My base for exploring Istanbul was Selcen's appartment, a newly graduated English teacher that accomplishes the paradox of correcting her pupil's exams while listening to Pink Floyd, when she doesn't straight forward let me or any other of the foreigners that regularly sojourn in her sofa do it for her. Her relaxed attitude towards life coexists with an unbelievable anxiety for the world. With a father who now and then calls to say hello from India or Katmandu, I understand that Selcen barely has time to breath among film making curses and climbing practice.

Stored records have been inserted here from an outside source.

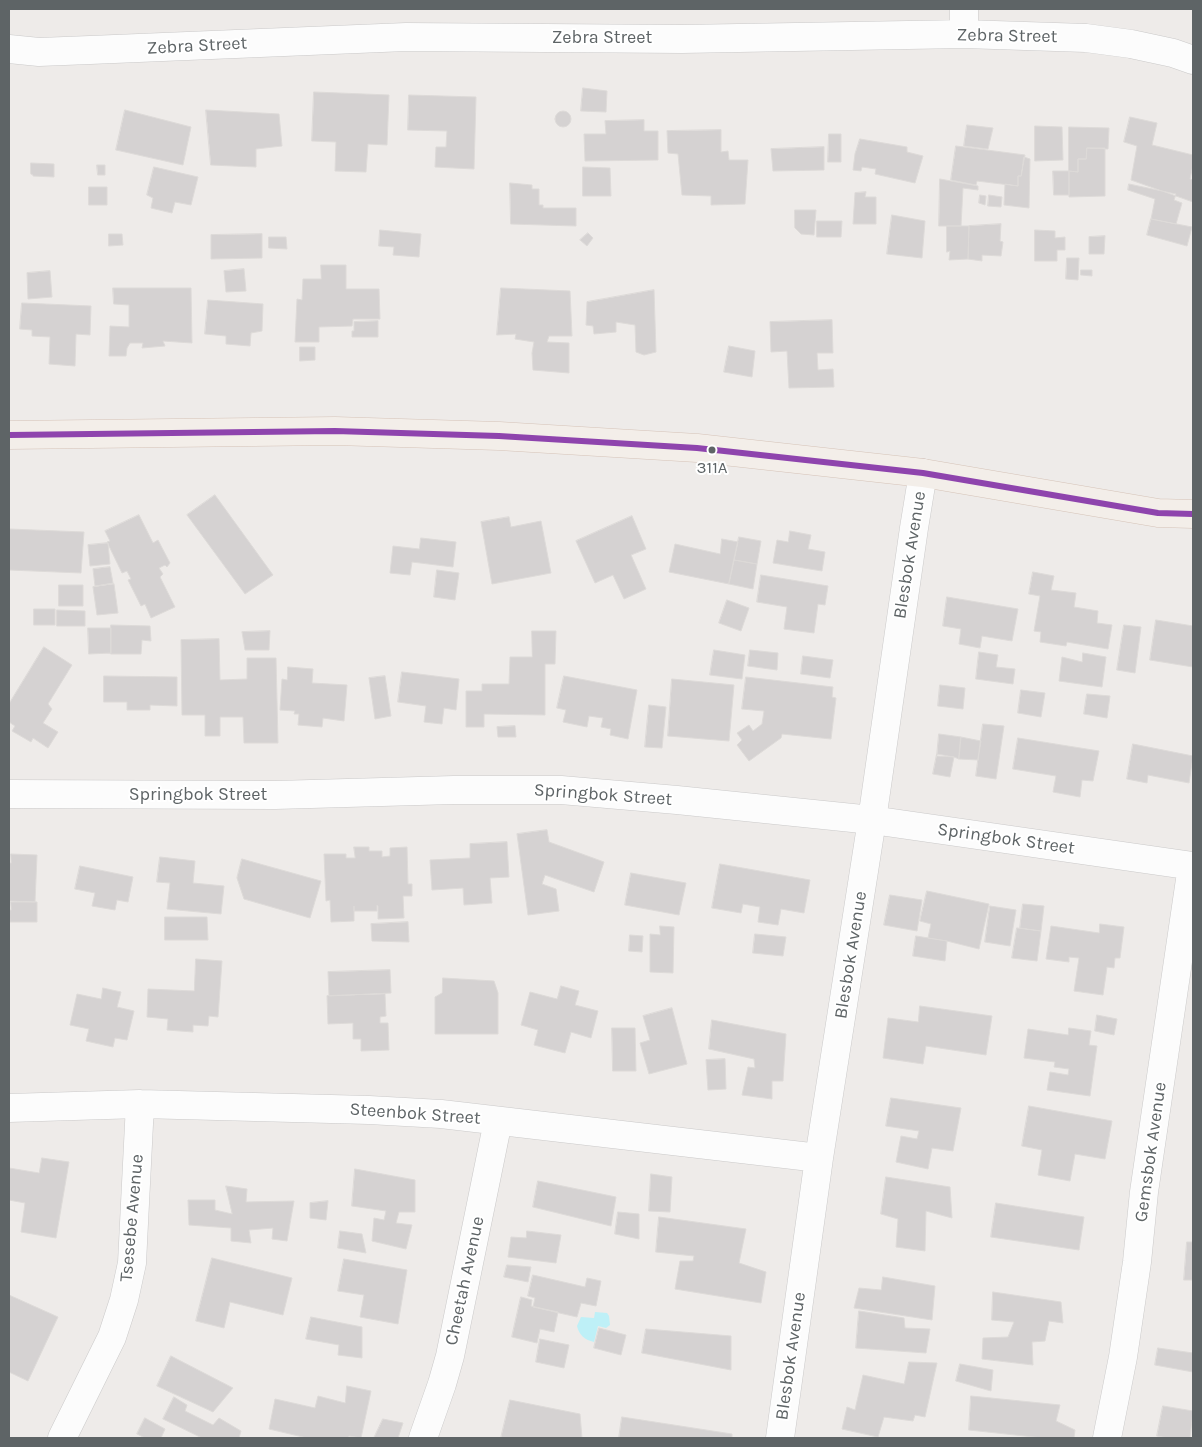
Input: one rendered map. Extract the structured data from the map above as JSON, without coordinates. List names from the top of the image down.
{
  "streets": {
    "street": [
      "Zebra Street",
      "Blesbok Avenue",
      "Springbok Street",
      "Steenbok Street",
      "Gemsbok Avenue",
      "Tsesebe Avenue",
      "Cheetah Avenue"
    ]
  },
  "crossings": [
    ["Blesbok Avenue", "Springbok Street"],
    ["Blesbok Avenue", "Steenbok Street"],
    ["Springbok Street", "Gemsbok Avenue"],
    ["Steenbok Street", "Tsesebe Avenue"],
    ["Steenbok Street", "Cheetah Avenue"]
  ],
  "places": ["311A"]
}
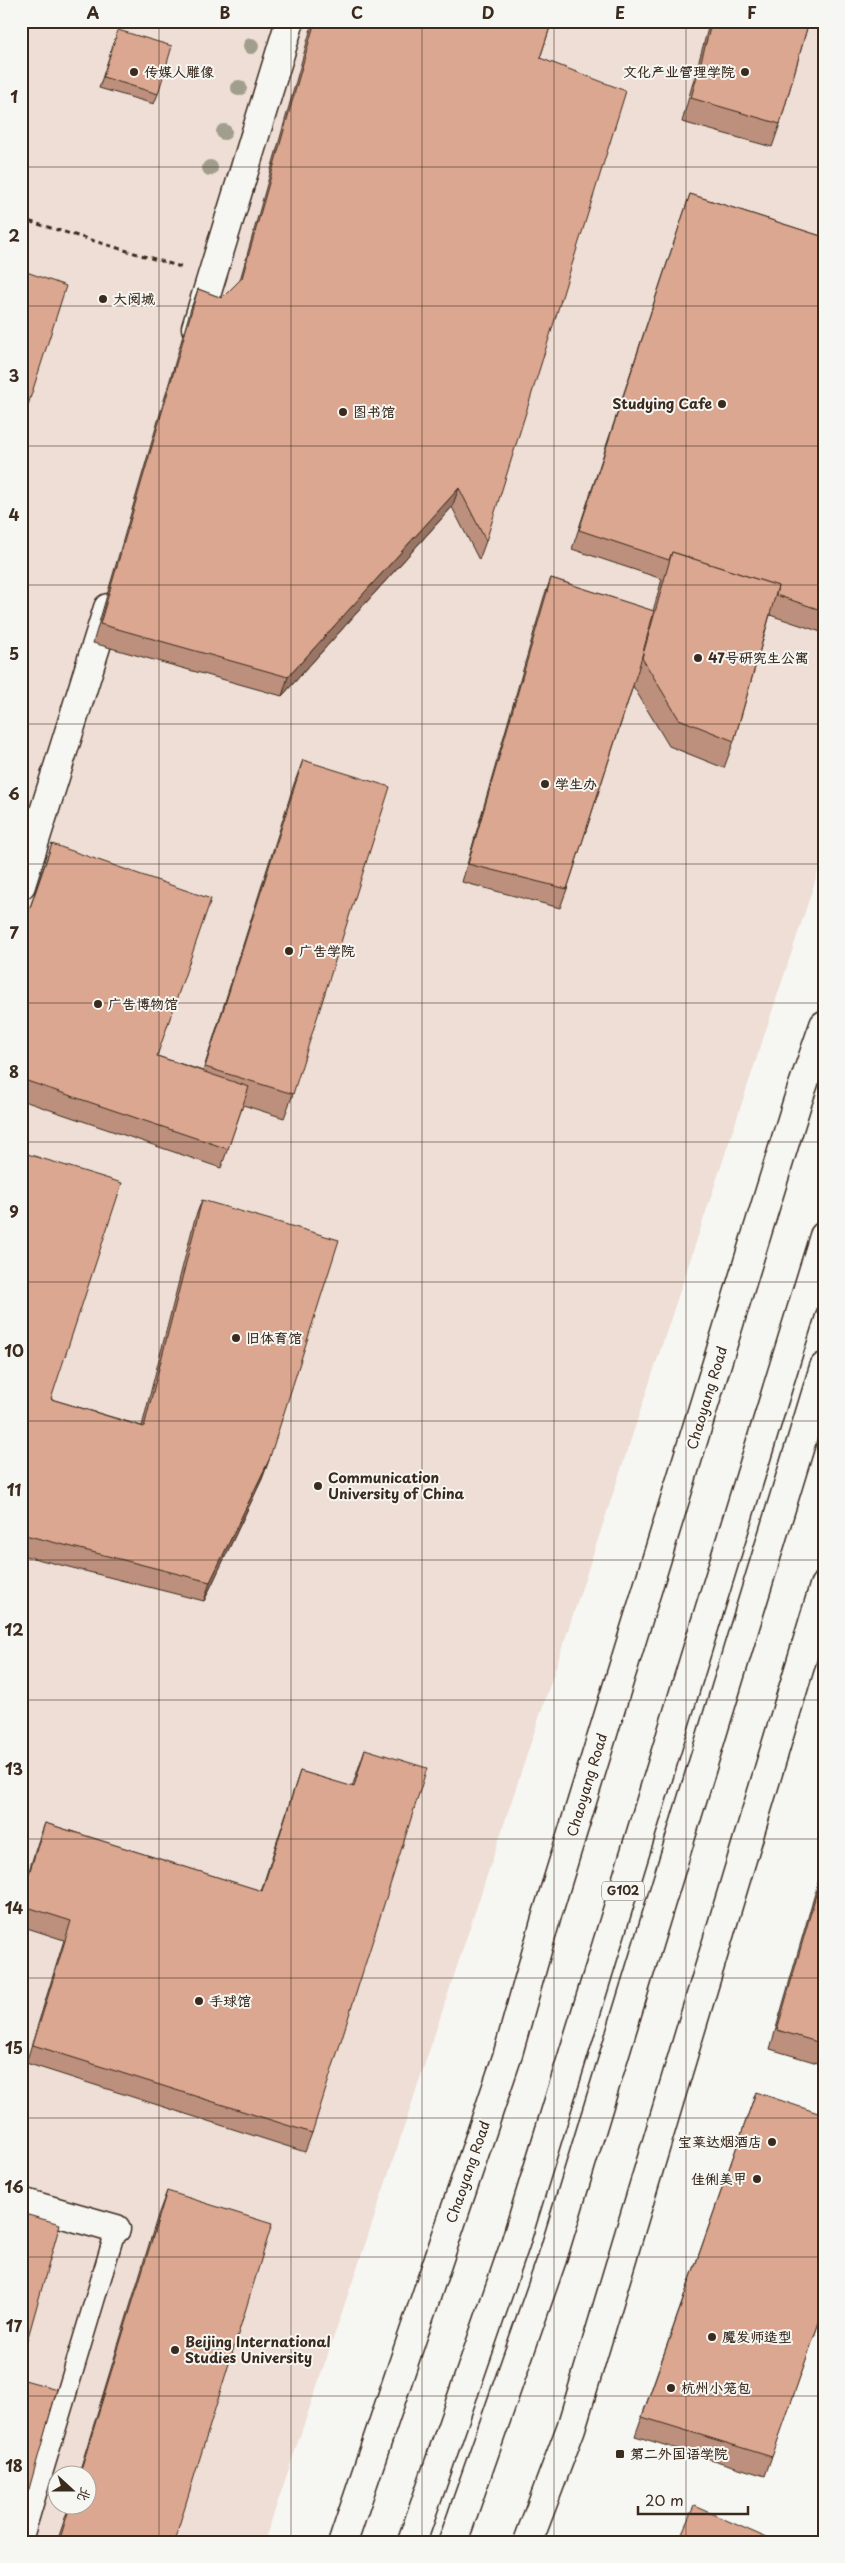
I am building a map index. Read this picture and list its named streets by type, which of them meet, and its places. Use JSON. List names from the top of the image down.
{
  "streets": {
    "main road": ["Chaoyang Road", "G102"]
  },
  "places": {
    "other": [
      "传媒人雕像",
      "文化产业管理学院",
      "大阅城",
      "Studying Cafe",
      "图书馆",
      "47号研究生公寓",
      "学生办",
      "广告学院",
      "广告博物馆",
      "旧体育馆",
      "Communication University of China",
      "手球馆",
      "宝莱达烟酒店",
      "佳俐美甲",
      "魔发师造型",
      "Beijing International Studies University",
      "杭州小笼包"
    ],
    "transit": ["第二外国语学院"]
  },
  "scale_bar": "20 m",
  "north": "right",
  "grid": {
    "columns": [
      "A",
      "B",
      "C",
      "D",
      "E",
      "F"
    ],
    "rows": [
      "1",
      "2",
      "3",
      "4",
      "5",
      "6",
      "7",
      "8",
      "9",
      "10",
      "11",
      "12",
      "13",
      "14",
      "15",
      "16",
      "17",
      "18"
    ]
  }
}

One of the musts in Istanbul was a visit to the Aya Sofia, a Byzantine church built in 527 AD, which had already been church for a thousand years when the Ottomans converted into a mosque in 1453. Inside, byzantine mosaics coexist with quranic verses, making the double legacy of the two cultural traditions as explicit as hardly can be see elsewhere. Its only presence proves that Istanbul has always been a bridge, a compromise between East and West. First it was Constantinople, heir of the Rome devastated by Teodoric (as much as by her own arrogance), capital of an Empire that only knew agony. Then it was Istanbul, door always opened of the Ottoman dam, whose high tide would bath the outskirts of Vienna. Today, an eye closely monitoring the European Union. The most European place in Asia, the most Asian place in Europe.
With that history it's no surprise that in 1923, some say under request of foreing powers, over the ashes of Ottoman Empire, Turkey became a resolutely secular republic, where the laws of Coran are not those of the State. Muslim traditions and lifestyle are more reinforce by Turkeys overwhelmingly muslim population than by authorities. But in Istanbul the people living in the Western style is enough to create a kaleidoscope in which one can see the McDonald's next to the mosque, fashionable girls rubbing shoulders with heavily scarfed women. In spite of Ataturk laws most aspects of everyday life follow the bazaar logic. Minibuses for instance hunt for potential passengers horning every 30 meters and reducing speed to offer their services verbally to passers by.
So I consider Istanbul to be somewhat of an aesthetic transition to Middle East. The minarets seem ready-to-take-off spaceships, and they spread mysticism 5 times a day along with the calling to pray. The Bosphorus, constantly navigated by ships of all size, seems in permanent D-day. On the other side, connected by two immense bridges and by ferries, is the Asian side of the 12 million souls city. A Venetian proximity imposes itself over the objective geographic certainty that says that what lies in front is another continent, a little helped by a chromatic affinity (As in Venice at dusk, reddish tones dominate the skyline) and by the oil carriers playing the gondola metaphor. The tiny 1 lira token used to pay the ferry hardly helps to unmask the intercontinental character of the journey.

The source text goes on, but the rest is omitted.